=== Begin Enclosure ===
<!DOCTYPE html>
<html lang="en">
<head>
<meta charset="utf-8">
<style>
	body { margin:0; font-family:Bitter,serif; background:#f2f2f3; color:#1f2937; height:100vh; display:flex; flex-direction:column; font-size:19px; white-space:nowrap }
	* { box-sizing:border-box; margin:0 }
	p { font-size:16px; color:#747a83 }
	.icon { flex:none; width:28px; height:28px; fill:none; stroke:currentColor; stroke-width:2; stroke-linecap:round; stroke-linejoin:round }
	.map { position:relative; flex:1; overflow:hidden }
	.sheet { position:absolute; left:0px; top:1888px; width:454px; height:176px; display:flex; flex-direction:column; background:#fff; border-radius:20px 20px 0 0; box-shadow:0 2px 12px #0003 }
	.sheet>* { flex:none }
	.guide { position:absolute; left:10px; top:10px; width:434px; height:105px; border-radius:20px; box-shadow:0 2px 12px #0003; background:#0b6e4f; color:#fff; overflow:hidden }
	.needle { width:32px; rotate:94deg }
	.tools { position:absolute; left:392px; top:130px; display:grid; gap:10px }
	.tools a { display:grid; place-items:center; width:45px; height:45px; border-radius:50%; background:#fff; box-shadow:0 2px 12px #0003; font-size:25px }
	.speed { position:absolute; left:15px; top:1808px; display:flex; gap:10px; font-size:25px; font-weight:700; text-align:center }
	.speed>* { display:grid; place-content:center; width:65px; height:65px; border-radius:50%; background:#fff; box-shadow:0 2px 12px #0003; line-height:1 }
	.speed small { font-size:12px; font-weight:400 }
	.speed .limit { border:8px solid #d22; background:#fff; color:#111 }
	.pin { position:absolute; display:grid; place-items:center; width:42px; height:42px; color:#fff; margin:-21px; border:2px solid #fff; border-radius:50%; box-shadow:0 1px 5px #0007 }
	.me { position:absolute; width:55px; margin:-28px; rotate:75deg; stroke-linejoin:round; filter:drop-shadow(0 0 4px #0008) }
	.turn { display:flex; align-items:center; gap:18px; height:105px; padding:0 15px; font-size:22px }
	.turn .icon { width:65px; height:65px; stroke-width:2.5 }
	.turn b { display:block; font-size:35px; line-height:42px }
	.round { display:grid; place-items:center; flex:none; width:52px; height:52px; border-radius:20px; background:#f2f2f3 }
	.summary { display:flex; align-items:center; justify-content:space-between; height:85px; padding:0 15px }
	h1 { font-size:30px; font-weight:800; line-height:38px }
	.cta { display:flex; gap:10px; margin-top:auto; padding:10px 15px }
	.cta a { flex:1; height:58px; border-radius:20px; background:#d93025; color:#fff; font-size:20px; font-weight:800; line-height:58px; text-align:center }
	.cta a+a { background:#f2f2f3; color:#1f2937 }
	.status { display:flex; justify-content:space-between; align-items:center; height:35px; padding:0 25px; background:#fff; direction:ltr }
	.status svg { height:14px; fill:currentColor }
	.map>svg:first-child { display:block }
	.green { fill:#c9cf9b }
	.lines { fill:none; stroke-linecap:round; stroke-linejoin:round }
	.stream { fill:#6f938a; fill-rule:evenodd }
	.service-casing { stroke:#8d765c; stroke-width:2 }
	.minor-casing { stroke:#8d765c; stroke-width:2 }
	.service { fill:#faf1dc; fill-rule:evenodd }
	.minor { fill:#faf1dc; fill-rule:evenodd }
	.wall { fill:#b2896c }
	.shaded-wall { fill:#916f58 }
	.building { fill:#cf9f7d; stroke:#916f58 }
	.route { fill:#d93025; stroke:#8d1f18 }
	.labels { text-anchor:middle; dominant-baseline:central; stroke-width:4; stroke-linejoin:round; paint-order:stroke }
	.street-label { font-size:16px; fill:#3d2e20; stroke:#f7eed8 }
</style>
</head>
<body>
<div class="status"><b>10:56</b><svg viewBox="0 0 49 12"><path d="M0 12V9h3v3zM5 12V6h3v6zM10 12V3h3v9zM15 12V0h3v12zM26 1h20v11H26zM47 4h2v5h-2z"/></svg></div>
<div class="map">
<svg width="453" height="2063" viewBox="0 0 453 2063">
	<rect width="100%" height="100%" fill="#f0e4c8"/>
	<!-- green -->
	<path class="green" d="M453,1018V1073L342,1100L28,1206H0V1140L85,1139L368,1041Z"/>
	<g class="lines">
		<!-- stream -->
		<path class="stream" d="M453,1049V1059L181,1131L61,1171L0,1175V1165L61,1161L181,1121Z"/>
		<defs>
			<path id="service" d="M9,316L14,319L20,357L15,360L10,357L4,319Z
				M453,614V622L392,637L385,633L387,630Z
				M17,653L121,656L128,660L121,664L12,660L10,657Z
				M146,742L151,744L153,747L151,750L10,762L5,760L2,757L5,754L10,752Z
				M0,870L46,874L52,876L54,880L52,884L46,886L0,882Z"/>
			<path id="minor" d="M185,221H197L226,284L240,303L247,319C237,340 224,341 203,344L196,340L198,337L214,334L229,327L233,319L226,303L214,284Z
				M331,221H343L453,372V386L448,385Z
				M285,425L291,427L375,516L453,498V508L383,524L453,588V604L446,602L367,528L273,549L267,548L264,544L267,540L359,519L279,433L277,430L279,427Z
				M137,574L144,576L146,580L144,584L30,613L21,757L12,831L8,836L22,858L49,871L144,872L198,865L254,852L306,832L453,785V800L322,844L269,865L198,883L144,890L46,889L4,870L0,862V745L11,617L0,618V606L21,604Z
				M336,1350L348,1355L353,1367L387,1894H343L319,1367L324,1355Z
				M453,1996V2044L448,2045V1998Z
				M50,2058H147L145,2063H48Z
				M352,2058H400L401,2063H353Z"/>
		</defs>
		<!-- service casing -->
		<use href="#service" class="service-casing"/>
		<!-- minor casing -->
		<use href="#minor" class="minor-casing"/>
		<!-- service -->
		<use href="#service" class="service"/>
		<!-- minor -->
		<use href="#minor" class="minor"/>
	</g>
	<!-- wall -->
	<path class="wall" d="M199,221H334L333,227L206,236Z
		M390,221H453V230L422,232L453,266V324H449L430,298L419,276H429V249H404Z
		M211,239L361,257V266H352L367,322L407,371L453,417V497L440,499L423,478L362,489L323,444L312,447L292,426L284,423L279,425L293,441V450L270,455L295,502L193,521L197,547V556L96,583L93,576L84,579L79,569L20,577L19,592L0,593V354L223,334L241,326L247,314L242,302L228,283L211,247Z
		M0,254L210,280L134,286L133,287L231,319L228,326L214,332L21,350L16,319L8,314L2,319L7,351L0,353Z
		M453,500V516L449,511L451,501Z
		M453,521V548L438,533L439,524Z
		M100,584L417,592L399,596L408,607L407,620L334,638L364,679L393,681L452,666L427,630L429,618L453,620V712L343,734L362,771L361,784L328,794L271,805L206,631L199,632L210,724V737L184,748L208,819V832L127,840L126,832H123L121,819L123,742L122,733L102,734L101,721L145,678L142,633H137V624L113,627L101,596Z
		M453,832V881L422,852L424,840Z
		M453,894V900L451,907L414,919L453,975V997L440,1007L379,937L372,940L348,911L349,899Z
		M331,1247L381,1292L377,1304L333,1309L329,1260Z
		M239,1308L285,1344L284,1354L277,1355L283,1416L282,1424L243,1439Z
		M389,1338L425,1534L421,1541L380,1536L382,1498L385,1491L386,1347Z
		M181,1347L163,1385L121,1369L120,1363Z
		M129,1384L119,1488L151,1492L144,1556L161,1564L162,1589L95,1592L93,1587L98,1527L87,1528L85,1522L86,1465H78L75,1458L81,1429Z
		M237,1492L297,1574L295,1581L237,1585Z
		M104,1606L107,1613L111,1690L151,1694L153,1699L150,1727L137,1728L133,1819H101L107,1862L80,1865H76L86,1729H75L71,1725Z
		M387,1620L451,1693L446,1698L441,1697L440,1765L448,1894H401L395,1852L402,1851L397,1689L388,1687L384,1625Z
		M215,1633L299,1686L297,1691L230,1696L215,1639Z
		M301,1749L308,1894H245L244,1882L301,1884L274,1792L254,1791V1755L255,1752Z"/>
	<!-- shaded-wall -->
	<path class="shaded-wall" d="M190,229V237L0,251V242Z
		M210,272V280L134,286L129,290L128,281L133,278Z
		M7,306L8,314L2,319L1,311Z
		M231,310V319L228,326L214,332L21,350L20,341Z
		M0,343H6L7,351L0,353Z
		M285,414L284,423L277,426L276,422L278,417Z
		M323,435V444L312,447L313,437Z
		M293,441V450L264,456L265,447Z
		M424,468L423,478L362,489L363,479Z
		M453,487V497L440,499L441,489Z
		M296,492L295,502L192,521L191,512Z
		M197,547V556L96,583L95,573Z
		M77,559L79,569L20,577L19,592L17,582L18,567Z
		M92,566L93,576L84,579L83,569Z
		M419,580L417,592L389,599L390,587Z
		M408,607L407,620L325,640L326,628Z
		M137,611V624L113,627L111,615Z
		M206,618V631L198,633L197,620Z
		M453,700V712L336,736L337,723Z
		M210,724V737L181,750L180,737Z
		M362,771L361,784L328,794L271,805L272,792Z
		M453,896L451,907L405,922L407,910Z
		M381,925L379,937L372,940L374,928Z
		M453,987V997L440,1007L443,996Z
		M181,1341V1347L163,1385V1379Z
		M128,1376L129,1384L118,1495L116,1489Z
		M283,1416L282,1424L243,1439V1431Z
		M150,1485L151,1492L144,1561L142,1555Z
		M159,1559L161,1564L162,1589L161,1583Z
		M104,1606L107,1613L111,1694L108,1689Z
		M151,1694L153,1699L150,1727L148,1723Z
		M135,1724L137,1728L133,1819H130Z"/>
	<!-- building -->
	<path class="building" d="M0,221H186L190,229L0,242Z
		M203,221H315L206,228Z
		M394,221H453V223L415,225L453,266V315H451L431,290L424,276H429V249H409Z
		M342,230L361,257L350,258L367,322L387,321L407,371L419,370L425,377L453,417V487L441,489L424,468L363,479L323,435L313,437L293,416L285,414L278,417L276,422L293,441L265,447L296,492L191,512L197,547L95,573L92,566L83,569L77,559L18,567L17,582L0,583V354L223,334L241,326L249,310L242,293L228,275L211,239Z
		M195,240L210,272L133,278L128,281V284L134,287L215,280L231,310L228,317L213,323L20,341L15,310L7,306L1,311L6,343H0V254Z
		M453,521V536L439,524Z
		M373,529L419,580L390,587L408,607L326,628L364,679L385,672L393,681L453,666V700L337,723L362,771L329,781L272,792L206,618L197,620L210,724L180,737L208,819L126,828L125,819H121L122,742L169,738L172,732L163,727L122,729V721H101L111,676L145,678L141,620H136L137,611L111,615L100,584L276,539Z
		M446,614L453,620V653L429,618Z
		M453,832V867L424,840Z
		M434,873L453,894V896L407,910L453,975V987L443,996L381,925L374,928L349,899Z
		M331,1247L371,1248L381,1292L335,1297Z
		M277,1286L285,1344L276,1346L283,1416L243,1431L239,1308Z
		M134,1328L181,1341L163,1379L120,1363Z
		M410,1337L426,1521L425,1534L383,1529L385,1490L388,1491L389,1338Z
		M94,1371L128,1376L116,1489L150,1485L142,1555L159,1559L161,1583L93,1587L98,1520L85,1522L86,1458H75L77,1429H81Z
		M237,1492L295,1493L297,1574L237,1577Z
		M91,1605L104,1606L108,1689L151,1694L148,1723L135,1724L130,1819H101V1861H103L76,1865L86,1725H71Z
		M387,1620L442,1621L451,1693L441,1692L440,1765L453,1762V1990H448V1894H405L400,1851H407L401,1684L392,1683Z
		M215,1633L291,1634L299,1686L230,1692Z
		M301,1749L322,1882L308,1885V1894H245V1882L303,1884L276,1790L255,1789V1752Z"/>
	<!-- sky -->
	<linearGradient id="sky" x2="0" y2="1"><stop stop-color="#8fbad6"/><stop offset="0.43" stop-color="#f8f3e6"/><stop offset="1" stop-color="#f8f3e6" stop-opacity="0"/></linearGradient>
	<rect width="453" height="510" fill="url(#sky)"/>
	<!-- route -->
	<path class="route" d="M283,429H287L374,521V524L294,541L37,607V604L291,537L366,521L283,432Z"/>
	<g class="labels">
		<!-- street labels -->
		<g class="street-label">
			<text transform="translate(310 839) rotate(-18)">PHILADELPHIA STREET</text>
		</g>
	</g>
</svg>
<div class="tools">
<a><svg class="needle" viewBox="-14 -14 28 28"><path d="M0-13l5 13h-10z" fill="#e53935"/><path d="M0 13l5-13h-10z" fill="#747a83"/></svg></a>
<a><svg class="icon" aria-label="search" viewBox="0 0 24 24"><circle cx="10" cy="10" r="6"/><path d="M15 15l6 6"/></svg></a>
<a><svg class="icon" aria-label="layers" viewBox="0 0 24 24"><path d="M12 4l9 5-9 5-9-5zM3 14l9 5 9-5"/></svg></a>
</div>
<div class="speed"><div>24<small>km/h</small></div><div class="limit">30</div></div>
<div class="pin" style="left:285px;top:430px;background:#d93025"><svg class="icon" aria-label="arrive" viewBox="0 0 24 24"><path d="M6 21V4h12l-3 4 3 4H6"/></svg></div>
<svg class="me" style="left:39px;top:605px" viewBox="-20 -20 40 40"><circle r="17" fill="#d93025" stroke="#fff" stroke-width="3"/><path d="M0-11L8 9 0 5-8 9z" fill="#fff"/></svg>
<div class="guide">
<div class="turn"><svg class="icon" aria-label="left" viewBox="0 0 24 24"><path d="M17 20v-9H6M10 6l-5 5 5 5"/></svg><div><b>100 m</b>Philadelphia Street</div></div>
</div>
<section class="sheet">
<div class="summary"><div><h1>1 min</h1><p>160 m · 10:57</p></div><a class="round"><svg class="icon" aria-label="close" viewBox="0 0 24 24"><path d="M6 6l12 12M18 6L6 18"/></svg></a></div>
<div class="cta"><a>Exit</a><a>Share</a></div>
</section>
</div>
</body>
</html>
=== End Enclosure ===
Among the records above, find the lines that contain "evenodd" and copy every one.

	.stream { fill:#6f938a; fill-rule:evenodd }
	.service { fill:#faf1dc; fill-rule:evenodd }
	.minor { fill:#faf1dc; fill-rule:evenodd }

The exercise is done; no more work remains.